Female roles are critical: “They are anchoring this entire relationship of their families, of their communities,” she said. “They’ve been doing this for generations [in] communities that are linked to the land. There is a whole body of knowledge that comes from the fact that for thousands of years, you’ve lived with land, you’ve lived with forests, you’ve grown food, you’ve reared animals, you’ve understood and observed medicinal plants, you’ve saved seeds.

“Women have been very key,” she continued, “in the sustaining of the knowledge, in the practice of that knowledge, in being able to relate to the landscape around them, what to do, what not to do, to discover new knowledge systems, to constantly be innovating.”

Furthermore, the movement for agrarian reform must include not just the producers of food, “but consumers of that food. We are active agents of change and we are co-creating a new way of living.”

And she asserts that “we need to raise questions about how development even works”—examining how local and global leaders seek to generate economic growth and whether those solutions are helping or hurting local indigenous people and small peasant farmers.

“If we continue just accepting the given framework of development, in fact many and much of the sustainable development goals may not be reached,” Sagari told AJWS. “A lot of what is happening in the name of development today is in fact deepening discrimination, deepening patriarchal relations, deepening violence against women, especially for young girls and young women, making them more vulnerable.”

Sagari believes that rebuilding relationships between communities and nature is key. She wants to direct the conversation toward “communities taking back control and using their agency to define what kind of world they want to live in.”

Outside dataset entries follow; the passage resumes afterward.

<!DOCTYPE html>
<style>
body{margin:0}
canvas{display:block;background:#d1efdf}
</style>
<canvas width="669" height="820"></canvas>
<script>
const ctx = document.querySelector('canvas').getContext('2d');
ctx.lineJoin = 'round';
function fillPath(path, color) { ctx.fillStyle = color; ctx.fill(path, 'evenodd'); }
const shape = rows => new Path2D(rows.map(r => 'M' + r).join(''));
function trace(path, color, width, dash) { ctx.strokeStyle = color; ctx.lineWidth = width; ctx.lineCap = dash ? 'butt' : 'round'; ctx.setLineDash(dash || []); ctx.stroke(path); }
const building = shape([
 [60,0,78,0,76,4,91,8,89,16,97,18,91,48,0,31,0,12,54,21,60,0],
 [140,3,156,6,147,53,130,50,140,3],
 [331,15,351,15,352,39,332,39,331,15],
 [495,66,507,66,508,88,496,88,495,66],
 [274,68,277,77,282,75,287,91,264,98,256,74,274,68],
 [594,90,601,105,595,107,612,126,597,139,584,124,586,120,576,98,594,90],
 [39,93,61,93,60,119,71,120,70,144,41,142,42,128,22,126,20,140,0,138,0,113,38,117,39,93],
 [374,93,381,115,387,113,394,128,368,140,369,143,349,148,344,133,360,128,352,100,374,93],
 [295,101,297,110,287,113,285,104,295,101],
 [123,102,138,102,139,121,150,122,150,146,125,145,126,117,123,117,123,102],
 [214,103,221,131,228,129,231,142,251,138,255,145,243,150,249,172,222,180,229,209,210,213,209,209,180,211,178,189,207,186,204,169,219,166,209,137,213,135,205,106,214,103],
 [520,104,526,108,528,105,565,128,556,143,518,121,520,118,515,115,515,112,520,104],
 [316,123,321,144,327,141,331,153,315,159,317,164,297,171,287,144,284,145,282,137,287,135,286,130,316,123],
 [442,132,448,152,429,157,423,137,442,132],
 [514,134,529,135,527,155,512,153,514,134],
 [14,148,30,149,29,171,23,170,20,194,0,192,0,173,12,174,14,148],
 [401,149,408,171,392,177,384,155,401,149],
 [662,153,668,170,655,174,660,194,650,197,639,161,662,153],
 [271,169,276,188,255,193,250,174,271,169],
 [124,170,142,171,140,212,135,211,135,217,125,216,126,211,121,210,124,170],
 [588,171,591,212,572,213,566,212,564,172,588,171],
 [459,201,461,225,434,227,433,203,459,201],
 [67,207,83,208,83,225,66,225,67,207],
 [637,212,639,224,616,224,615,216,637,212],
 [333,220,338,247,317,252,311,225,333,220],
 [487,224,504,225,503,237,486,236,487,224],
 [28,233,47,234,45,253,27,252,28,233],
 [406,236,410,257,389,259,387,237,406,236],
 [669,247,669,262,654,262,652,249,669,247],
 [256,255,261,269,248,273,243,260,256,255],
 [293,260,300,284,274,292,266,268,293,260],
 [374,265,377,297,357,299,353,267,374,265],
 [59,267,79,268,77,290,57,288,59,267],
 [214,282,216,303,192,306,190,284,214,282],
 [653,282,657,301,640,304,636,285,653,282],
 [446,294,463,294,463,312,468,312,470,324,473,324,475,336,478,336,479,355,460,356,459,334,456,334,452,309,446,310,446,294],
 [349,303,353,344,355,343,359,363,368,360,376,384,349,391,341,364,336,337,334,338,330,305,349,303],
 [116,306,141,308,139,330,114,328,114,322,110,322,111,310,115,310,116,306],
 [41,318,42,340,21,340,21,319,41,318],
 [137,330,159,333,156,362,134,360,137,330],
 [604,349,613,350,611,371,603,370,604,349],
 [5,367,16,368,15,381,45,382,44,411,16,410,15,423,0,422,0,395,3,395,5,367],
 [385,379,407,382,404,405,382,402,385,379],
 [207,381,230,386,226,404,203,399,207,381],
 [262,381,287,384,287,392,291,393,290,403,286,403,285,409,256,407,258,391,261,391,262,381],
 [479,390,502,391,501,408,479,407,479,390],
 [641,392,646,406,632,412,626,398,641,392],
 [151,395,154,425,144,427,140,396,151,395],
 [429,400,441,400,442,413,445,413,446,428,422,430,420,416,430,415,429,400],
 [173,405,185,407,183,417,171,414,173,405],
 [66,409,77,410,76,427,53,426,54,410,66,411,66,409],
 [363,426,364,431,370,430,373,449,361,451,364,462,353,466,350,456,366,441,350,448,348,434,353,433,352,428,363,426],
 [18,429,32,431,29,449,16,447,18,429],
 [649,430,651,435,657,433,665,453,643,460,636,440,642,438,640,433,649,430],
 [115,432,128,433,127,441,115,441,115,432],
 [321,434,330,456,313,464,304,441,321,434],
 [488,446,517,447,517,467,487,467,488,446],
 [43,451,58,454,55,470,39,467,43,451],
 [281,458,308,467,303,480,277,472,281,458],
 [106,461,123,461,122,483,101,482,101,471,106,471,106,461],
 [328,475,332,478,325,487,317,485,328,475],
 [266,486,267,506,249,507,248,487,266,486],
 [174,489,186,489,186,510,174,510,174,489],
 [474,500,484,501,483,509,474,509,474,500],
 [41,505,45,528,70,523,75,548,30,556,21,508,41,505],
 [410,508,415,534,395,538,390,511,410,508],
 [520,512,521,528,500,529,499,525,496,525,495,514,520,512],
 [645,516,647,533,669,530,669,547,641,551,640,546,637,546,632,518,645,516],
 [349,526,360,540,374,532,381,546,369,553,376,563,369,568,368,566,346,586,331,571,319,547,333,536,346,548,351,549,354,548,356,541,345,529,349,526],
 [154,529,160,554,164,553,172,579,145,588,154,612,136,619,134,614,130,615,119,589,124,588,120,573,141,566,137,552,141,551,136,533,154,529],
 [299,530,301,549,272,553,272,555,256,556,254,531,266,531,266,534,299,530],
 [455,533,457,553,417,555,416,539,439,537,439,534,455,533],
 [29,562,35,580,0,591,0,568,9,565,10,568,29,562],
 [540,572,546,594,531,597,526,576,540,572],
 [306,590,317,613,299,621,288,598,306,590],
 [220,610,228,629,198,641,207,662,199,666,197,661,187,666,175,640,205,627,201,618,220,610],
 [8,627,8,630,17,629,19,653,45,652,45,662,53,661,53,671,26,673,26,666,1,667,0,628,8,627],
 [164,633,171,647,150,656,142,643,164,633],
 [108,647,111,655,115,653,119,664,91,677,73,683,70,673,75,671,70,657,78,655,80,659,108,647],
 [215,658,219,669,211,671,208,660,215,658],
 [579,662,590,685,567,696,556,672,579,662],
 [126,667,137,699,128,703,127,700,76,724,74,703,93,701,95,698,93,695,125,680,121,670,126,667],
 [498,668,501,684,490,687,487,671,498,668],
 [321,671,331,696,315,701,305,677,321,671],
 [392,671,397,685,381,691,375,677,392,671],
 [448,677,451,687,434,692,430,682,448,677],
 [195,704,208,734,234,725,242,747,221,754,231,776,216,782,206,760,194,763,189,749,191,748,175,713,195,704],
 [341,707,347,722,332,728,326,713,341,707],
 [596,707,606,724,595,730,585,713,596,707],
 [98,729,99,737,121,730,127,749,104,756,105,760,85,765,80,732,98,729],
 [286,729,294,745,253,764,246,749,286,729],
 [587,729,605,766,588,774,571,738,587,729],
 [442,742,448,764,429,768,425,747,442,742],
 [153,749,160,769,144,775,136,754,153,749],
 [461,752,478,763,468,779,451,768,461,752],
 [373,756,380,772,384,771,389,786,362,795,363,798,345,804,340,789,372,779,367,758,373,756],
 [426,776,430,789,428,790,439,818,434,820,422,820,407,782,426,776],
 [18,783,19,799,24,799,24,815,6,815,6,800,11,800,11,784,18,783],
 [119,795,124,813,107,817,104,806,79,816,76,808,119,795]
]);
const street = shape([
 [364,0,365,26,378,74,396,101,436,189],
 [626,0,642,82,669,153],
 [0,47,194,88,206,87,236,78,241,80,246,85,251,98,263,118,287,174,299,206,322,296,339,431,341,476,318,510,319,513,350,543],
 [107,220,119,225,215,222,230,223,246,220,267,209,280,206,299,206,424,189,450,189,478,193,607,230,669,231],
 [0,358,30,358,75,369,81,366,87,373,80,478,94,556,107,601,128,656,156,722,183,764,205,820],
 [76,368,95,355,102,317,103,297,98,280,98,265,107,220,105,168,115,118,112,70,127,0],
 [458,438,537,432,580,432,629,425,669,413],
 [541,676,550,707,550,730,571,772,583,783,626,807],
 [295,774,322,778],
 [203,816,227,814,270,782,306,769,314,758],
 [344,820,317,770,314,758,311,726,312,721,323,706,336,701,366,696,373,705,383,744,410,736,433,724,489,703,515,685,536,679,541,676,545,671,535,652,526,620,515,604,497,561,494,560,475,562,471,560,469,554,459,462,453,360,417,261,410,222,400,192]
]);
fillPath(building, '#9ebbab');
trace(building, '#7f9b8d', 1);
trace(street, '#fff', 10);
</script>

[1] The Food Sovereignty Alliance joins the social movements of adivasi, dalit, pastoralists, fisherfolk, and small and marginal farmers, along with their allies, to work toward a common vision of food sovereignty and social justice in defense of sovereign rights to food, the rights of mother earth and those of future generations.

[2] “Dalit,” meaning “oppressed,” is the self-chosen political identity of historically discriminated communities, deemed to be outside and at the bottom of India’s highly oppressive and racist caste system.